I believe that has profound symbolic significance. The New York Philharmonic Orchestra on the one hand and the Berlin Philharmonic Orchestra on the other have their own very special place at the heart of their cultures. And the fact that the Transatlantic Partnership Award is going to these two institutions says more about the transatlantic partnership than any long speech could do.

For it says no more and no less than that the transatlantic partnership, indeed the friendship between our two countries, is not a matter for marginal groups or minorities. Rather, it lies at the heart of our cultures.

If we know that then we can also endure and even overcome the tensions which have surfaced recently. Our countries have proven repeatedly that they are able to learn from their mistakes. I’m confident that we can do that again in the current climate. If one side cannot understand what the other is saying or doing in any given circumstances, we know thanks to trust which has grown over so many years that we will continue our dialogue and that we will find our way back to one another.

Sometimes we talk of a "culture of trust": one of the best ways to foster mutual understanding is to engage more intensively with each other’s culture. Ties between our civil societies help here. Every year, five million people from Germany travel to the United States. They go as business people, tourists, relatives and friends. Young Americans regard Berlin as one of the “coolest” cities in Europe. And they all mirror the close and long standing relations which link our nations. For example, the Transatlantic Trade and Investment Partnership we are seeking to conclude can boost prosperity on both sides of the Atlantic.

We have every reason to cultivate and expand our friendship and to grasp the opportunities of the future together. If we engage more intensively with each other’s culture, we will see much which we regard as familiar and plausible, as well as things which seem peculiar and even a bit alien to us. But we can take pleasure in that, too. I’m quite certain that in all of this we will recognise that what we have in common is far greater. The values we both cherish, preserve and defend are far greater. Our understanding for each other is far greater, as are our shared world views.
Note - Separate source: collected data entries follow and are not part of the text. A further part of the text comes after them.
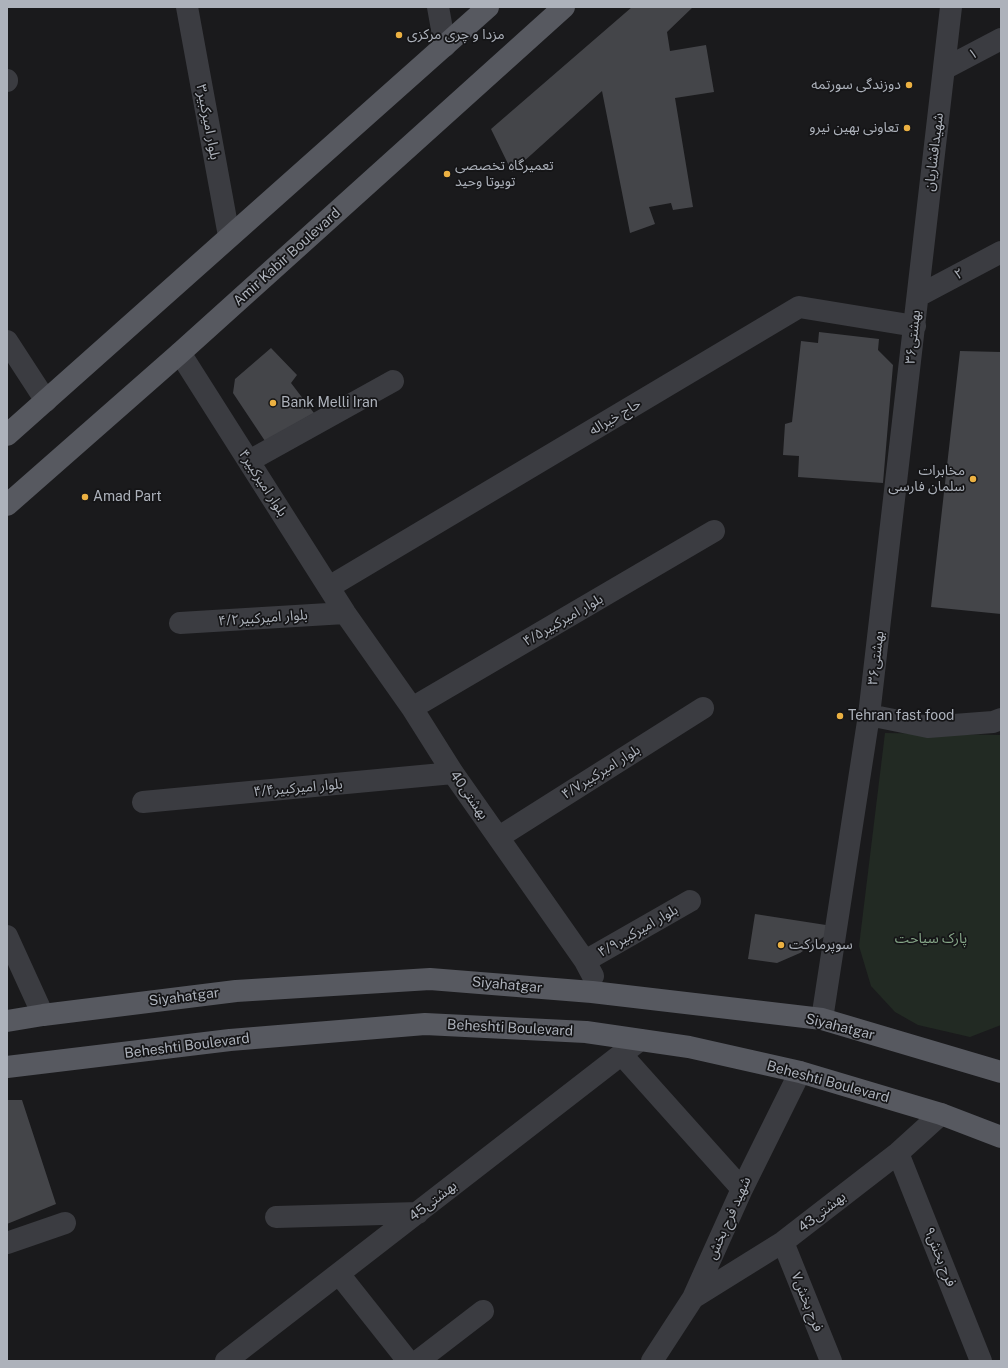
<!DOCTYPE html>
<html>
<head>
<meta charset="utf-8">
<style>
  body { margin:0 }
  #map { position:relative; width:1008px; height:1368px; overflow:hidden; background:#1a1a1c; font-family:"Public Sans",sans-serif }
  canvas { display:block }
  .frame { position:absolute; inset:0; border:8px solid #adb2bb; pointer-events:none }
</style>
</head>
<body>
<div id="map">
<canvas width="1008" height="1368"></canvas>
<div class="frame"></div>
</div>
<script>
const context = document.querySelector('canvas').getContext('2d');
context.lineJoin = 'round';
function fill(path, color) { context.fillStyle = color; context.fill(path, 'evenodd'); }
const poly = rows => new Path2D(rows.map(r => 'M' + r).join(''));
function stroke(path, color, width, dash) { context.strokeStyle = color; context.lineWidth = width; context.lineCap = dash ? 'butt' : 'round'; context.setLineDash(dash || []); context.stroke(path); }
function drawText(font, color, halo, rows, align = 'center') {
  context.font = font + ' "Public Sans","Noto Sans Arabic",sans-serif'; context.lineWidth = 3.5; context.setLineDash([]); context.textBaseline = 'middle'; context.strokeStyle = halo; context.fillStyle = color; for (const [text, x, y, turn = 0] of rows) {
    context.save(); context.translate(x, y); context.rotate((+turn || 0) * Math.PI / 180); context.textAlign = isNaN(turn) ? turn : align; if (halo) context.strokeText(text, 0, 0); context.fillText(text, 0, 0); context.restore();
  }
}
fill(poly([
  [885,733,1001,735,1001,1025,970,1037,918,1025,895,1012,871,986,859,946]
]), '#222a23');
fill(poly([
  [632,7,693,7,667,32,670,51,706,45,714,92,675,98,693,207,673,210,671,203,649,207,655,224,630,233,602,91,512,172,491,129],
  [819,332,879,339,878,350,893,365,883,483,798,477,799,456,783,455,785,424,792,422,801,341,818,343],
  [271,348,297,375,291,383,314,413,265,441,233,393,235,379],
  [960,351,1001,352,1001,614,931,607],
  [755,914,826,925,825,936,800,953,777,963,748,959],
  [7,1100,22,1100,56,1204,7,1224]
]), '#444549');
stroke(poly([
  [187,7,229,236],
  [438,7,445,46],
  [944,69,1001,39],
  [7,81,7,80],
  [918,296,1001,252],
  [7,341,46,401],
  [180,353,345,613,412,708,453,773,585,961,593,976],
  [249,461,393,381],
  [329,587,799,307,915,326],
  [180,623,345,613],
  [412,708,714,531],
  [869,715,928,727,993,722,1001,719],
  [143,802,453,773],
  [499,837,703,708],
  [7,936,43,1015],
  [585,961,690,901],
  [822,1019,869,715,951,7],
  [622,1055,742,1189],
  [898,1153,981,1361],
  [276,1217,418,1213],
  [783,1242,831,1361],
  [7,1243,65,1223],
  [339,1274,408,1361],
  [693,1298,783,1242,898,1153,941,1114],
  [226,1361,640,1040],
  [418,1361,483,1311],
  [652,1361,693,1298,742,1189,800,1072]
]), '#3b3c41', 22);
stroke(poly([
  [7,435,488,7],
  [7,505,180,353,564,7],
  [7,1021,43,1015,236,991,430,979,592,992,822,1019,1001,1072],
  [7,1067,230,1040,425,1024,586,1032,689,1047,800,1072,941,1114,1001,1137]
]), '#575960', 22);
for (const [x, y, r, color] of [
  [399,35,4,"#ecb142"],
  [909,85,4,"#ecb142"],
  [907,128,4,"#ecb142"],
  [447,174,4,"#ecb142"],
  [273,403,4,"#ecb142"],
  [973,479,4,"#ecb142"],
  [85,497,4,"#ecb142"],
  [840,716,4,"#ecb142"],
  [781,945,4,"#ecb142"]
]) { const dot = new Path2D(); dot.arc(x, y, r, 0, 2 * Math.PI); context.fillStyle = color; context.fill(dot); stroke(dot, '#151517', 1.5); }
drawText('14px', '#adb2bb', '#151517', [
  ["مزدا و چری مرکزی",407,35],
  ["دوزندگی سورتمه",901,85,"right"],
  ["تعاونی بهین نیرو",899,128,"right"],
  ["تعمیرگاه تخصصی",455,166],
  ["تویوتا وحید",455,182],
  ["Bank Melli Iran",281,403],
  ["مخابرات",965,471,"right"],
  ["سلمان فارسی",965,487,"right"],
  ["Amad Part",93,497],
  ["Tehran fast food",848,716],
  ["سوپرمارکت",789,945]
], 'left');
drawText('14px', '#adb2bb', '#151517', [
  ["۱",973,54,-28],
  ["بلوار امیرکبیر۳",208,122,79],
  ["شهیدافشاریان",934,152,-83],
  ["Amir Kabir Boulevard",287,257,-42],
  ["۲",959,274,-28],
  ["بهشتی۳۶",913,337,-84],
  ["حاج خیراله",615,417,-31],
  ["۴بلوار امیرکبیر",263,483,57],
  ["بلوار امیرکبیر۴/۲",263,618,-4],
  ["بلوار امیرکبیر۴/۵",563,620,-30],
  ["بهشتی۳۶",876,658,-83],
  ["بلوار امیرکبیر۴/۷",601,772,-32],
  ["بلوار امیرکبیر۴/۴",298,788,-5],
  ["40بهشتی",469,795,55],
  ["بلوار امیرکبیر۴/۹",638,931,-30],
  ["Siyahatgar",507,985,5],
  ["Siyahatgar",184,997,-7],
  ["Siyahatgar",840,1027,14],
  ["Beheshti Boulevard",510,1028,3],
  ["Beheshti Boulevard",187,1046,-7],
  ["Beheshti Boulevard",828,1082,15],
  ["بهشتی45",433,1201,-38],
  ["43بهشتی",822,1212,-38],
  ["شهید فرح بخش",729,1218,-66],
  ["فرح بخش۹",940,1257,68],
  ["فرح بخش۷",807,1302,68]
]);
drawText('14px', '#85a587', '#151517', [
  ["پارک سیاحت",931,939]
]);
</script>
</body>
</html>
It’s especially important that some aspect about the other side fascinates us or kindles our enthusiasm. And the Chamber of Commerce has scored a bull’s eye with its choice of awardees this year.

What applies to the two orchestras honoured today and the high regard in which they are held, also applies to many other cultural spheres: we value, indeed we admire, each other’s great cultural feats. By honouring two of the most famous orchestras, and by showing our esteem for the transatlantic partnership in this happy and festive setting, we have demonstrated yet again the strong ties we share thanks to our cultures. If such festive occasions are possible and successful, then we will also manage to master day to day life with its tasks and challenges in such a way that our partnership and our friendship can grow and flourish.